The Keats-Shelley Blog

1 April 2022

A Brief History of Elegy: Part 6 Adonais

We can hear Coleridge too in Adonais itself. Keats’ death robs Shelley not only of a friend, comrade and peer (however idealised these became in his imagination), but a faith in the natural order: Keats is among other things portrayed as a child who died before his parent, a victim of cold, indifferent and second-rate forces (the reviewers whom Shelley believes hastened Keats’ illness). For someone almost overcome with grief, happiness rests only in the future, like the star visible but out of reach that Shelley imagines in the poem’s final lines:

The soul of Adonais, like a star,
Beacons from the abode where the Eternal are.

Shelley’s long, slow journey towards this consolation is, more or less, the story of Adonais itself. To what extent you believe the sincerity of his devastation and its eventual promise of relief depends greatly on whether you agree with Shelley himself or, among others, his biographer Richard Holmes. For Holmes, the poem’s tone is beset by ‘a mannerism and pomposity’, its concluding stanzas guilty of the ‘same straining, thinness’ that he associates with earlier, less mature works like ‘Hymn to Intellectual Beauty’: ‘[Adonais] seeks to celebrate the indestructible life of the creative spirit, in art and in nature; yet its personal drive and its most intense images tend always towards consummation and death.’

Holmes isn’t the only reader to detect a similar grandiose coolness in Adonais: both WH Auden and WB Yeats felt similar detachment. One could argue that this was Shelley paying tribute to John Milton and by extension to John Keats: Shelley’s favourite Keats poem was the unmissably Miltonic ‘Hyperion’. One might also wonder whether Shelley wasn’t trying to maintain his cool and avoid the potential pitfalls of the Romantic Elegy, whose focus on poet-elegist flirts an excess of passion, sentimentality and narcissism. Shelley was the first to admit, in a letter to Lord Byron, that there are moments in Adonais where his feelings got the better of him:

‘I need not be told that I have been carried too far by the enthusiasm of the moment; by my piety, and my indignation, in panegyric.’

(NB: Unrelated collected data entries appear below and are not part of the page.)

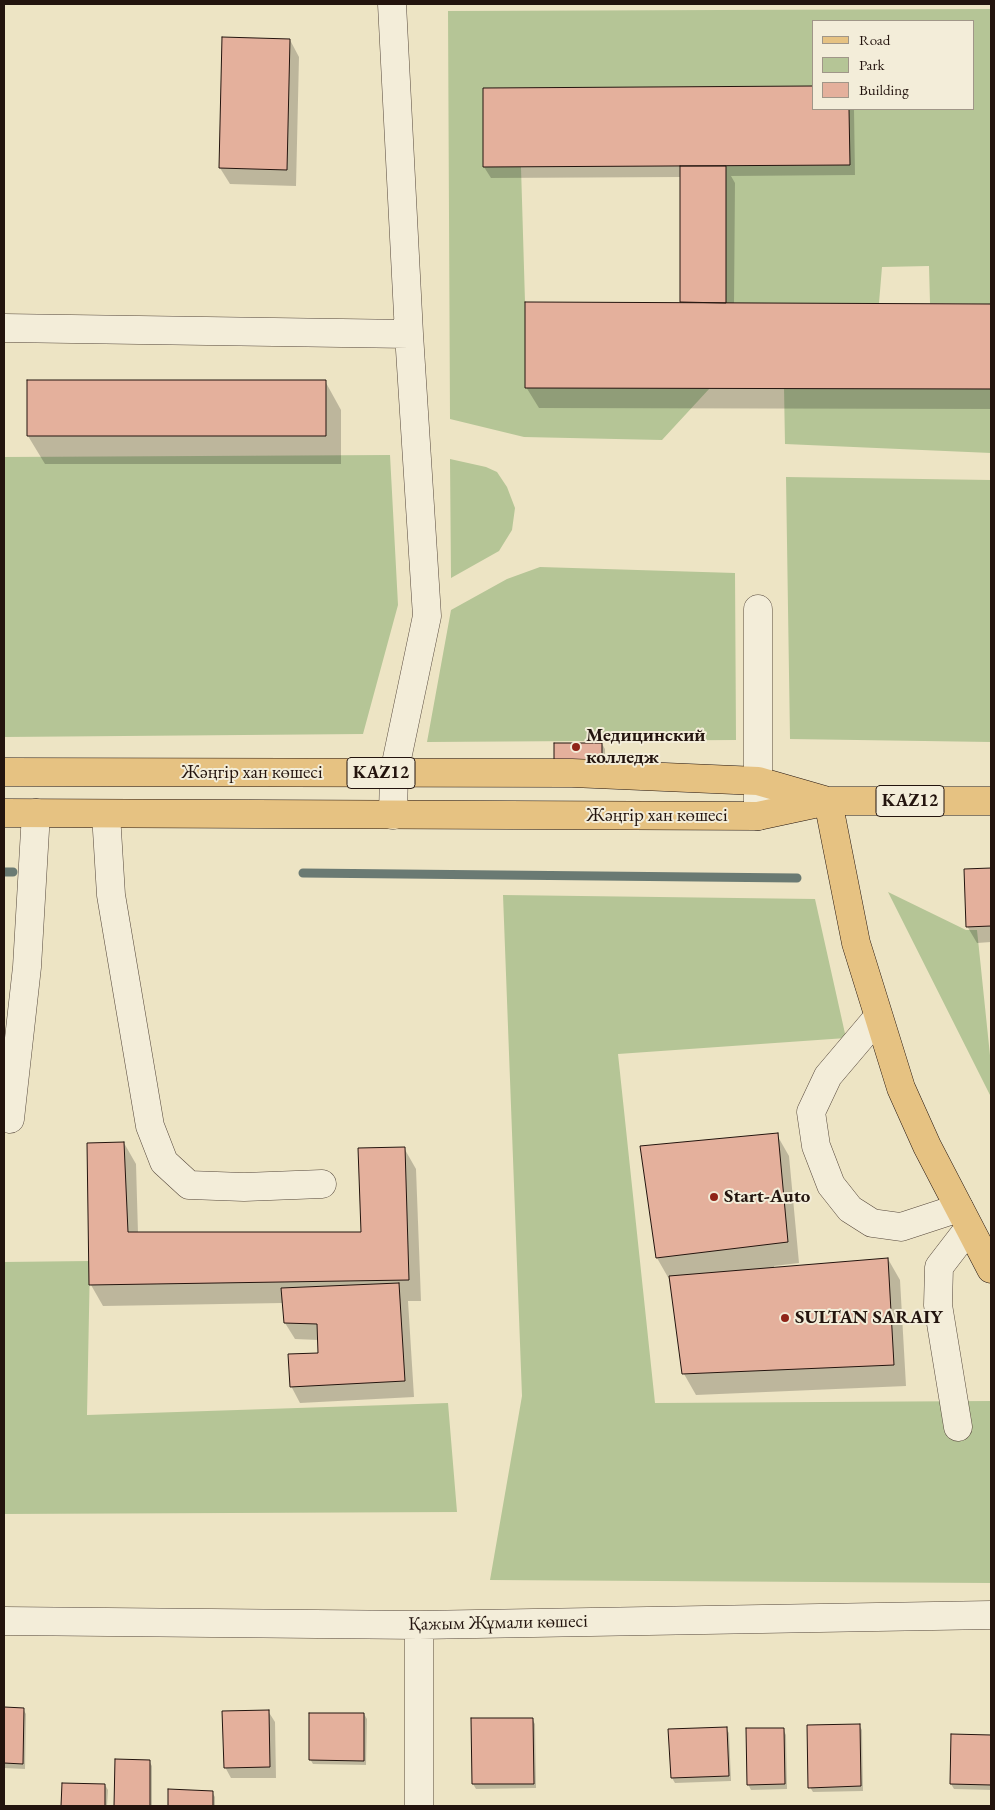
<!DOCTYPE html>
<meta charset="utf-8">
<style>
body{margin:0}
#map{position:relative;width:995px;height:1810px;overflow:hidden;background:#ede4c4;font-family:"EB Garamond",serif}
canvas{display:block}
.frame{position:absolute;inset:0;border:5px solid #23140e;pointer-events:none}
.legend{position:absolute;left:812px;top:20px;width:162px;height:90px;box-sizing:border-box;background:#f3edd9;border:1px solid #a09688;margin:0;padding:6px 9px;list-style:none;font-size:15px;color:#23140e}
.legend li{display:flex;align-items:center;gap:10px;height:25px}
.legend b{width:25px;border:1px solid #a09688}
</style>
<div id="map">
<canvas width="995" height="1810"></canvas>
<div class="frame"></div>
<ul class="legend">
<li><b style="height:6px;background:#e6c282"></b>Road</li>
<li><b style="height:14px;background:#b5c596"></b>Park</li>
<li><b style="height:14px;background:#e4b09c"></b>Building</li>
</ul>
</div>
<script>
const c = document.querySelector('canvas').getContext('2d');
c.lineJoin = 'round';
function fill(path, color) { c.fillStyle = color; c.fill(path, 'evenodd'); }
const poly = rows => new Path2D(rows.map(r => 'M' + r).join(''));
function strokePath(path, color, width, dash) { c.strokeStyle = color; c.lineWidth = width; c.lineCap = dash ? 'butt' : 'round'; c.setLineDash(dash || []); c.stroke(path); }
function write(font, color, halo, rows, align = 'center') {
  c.font = font + ' "EB Garamond",serif'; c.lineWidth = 4; c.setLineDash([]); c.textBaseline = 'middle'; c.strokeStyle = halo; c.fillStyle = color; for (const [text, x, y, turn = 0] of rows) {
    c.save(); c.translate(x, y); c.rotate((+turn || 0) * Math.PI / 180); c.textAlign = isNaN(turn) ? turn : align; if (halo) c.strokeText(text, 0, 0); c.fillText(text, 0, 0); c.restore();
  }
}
fill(poly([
 [991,9,991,304,930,303,929,266,882,267,879,303,726,303,726,166,849,165,849,109,974,109,974,21,814,21,814,86,483,88,483,167,521,167,525,302,525,387,710,388,662,440,524,437,450,419,448,11],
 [784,388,991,389,991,453,785,444],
 [390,455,398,605,363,734,4,737,4,457],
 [450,459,486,467,497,472,507,487,515,508,512,530,499,551,451,578],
 [786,477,991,480,991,742,790,739],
 [540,567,735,573,736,740,427,742,451,610,507,579],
 [888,892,966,930,977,930,991,1065,991,1097],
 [503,895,815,899,846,1038,618,1054,655,1403,991,1401,991,1583,490,1580,522,1396],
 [90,1261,87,1415,448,1403,457,1512,4,1514,4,1262]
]), '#b5c596');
fill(poly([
 [290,40,299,57,296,186,230,184,220,168],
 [484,89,814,109,854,109,855,175,731,176,735,183,734,304,991,305,991,409,539,408,526,387,683,304,682,177,491,178,484,167],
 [325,381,341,410,341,464,45,464,28,436],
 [602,744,605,749,605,765,558,765],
 [991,869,991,942,977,943,967,926,965,870],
 [777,1135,789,1156,799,1263,774,1266,774,1269,888,1259,900,1280,906,1386,696,1395,684,1374,671,1279,669,1279,657,1258,641,1147],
 [124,1143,136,1164,138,1233,362,1233,404,1148,416,1169,421,1301,408,1301,414,1397,300,1403,291,1386,320,1354,319,1340,295,1339,285,1323,283,1303,103,1306,91,1285,89,1144],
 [4,1709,23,1709,26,1714,25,1769,4,1768],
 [268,1711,275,1722,276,1778,231,1778,225,1767],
 [364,1714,367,1719,366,1765,313,1764,310,1759],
 [532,1719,535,1724,536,1788,476,1789,473,1784,472,1720],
 [859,1725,862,1730,863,1791,813,1792,810,1787],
 [726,1728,729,1733,731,1781,675,1783,672,1778],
 [783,1729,786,1735,787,1789,751,1790,748,1784],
 [952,1736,991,1736,991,1790,954,1789,951,1784],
 [116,1761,149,1761,152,1766,152,1806,116,1806],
 [63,1784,105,1785,108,1790,107,1806,63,1806],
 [170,1790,212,1792,215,1797,215,1806,169,1806]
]), '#0003');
strokePath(poly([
 [4,872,13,872],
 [303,873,797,878]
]), '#6a7a73', 9);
const building = poly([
 [222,37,290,39,287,170,219,168,222,37],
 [814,86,814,109,849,109,850,165,483,167,483,88,814,86],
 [680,166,726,166,726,303,680,302,680,166],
 [525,302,991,304,991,389,525,388,525,302],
 [27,380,326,380,326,436,27,436,27,380],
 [554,743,602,743,602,761,554,761,554,743],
 [991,868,991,926,966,927,964,869,991,868],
 [778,1133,788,1242,656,1258,640,1146,778,1133],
 [124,1142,128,1232,361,1232,358,1148,405,1147,409,1280,89,1285,87,1143,124,1142],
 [888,1258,894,1365,682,1374,669,1276,888,1258],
 [399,1283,405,1381,290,1387,288,1354,318,1353,317,1324,284,1323,281,1288,399,1283],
 [4,1707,24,1708,23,1764,4,1763,4,1707],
 [269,1710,270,1767,224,1768,222,1711,269,1710],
 [309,1713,364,1713,364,1761,309,1760,309,1713],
 [471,1718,533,1718,534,1784,472,1784,471,1718],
 [860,1724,861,1786,808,1788,807,1725,860,1724],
 [727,1727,729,1776,671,1778,668,1729,727,1727],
 [746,1728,784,1728,785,1784,747,1785,746,1728],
 [951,1734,991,1735,991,1785,950,1784,951,1734],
 [115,1759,150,1760,150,1806,114,1806,115,1759],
 [62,1783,105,1784,105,1806,61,1806,62,1783],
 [168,1789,213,1791,213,1806,168,1806,168,1789]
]);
fill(building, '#e4b09c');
strokePath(building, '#23140e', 1);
const minor = poly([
 [392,4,409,334,427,616,394,773,393,815],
 [4,328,409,334],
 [758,609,758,816],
 [106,814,111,895,150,1126,164,1162,189,1185,244,1187,322,1184],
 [878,1017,828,1076,811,1112,816,1146,831,1185,850,1209,872,1223,901,1227,959,1208],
 [10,1119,27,967,36,813],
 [958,1427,938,1305,939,1267,969,1228],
 [4,1621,419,1625,991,1615],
 [419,1625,419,1806]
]);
const major = poly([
 [4,772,572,773,758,781,824,800],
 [828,801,856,943,901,1088,927,1146,991,1269],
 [4,813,758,816,828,801,991,801]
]);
strokePath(minor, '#56483c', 29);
strokePath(major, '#23140e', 29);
strokePath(minor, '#f3edd9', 28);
strokePath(major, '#e6c282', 28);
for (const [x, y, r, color] of [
 [576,747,5,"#8f2418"],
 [714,1197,5,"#8f2418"],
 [785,1318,5,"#8f2418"]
]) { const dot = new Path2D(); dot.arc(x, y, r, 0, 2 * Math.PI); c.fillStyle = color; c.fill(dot); strokePath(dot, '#f3edd9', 2); }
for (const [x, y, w] of [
 [381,773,68],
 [910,801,68]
]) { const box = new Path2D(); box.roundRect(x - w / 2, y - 15.5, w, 31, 4); c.fillStyle = '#f3edd9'; c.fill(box); strokePath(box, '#23140e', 1); }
write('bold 18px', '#23140e', null, [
 ["KAZ12",381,773],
 ["KAZ12",910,801]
]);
write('bold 19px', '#23140e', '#f3edd9', [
 ["Медицинский",586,736],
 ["колледж",586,758],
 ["Start-Auto",724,1197],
 ["SULTAN SARAIY",795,1318]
], 'left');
write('19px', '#23140e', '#f3edd9', [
 ["Жәңгір хан көшесі",252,773],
 ["Жәңгір хан көшесі",657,816],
 ["Қажым Жұмали көшесі",498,1623,-1]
]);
</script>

This justification sounds a little too good to be true, an act of self-defence (and self-defensiveness) tailored for Byron’s urbane ears. Where Adonais might actually have arried Shelley too far was in his over-identification with Keats, as a poet but more importantly as the victim of vicious reviews: see the attacks on Shelley in the Quarterly Review during 1819. Was the mannered,even pompous tone complained of by Richard Holmes an attempt to put some distance between his own feelings and the subject at hand?

I will leave that for you to decide.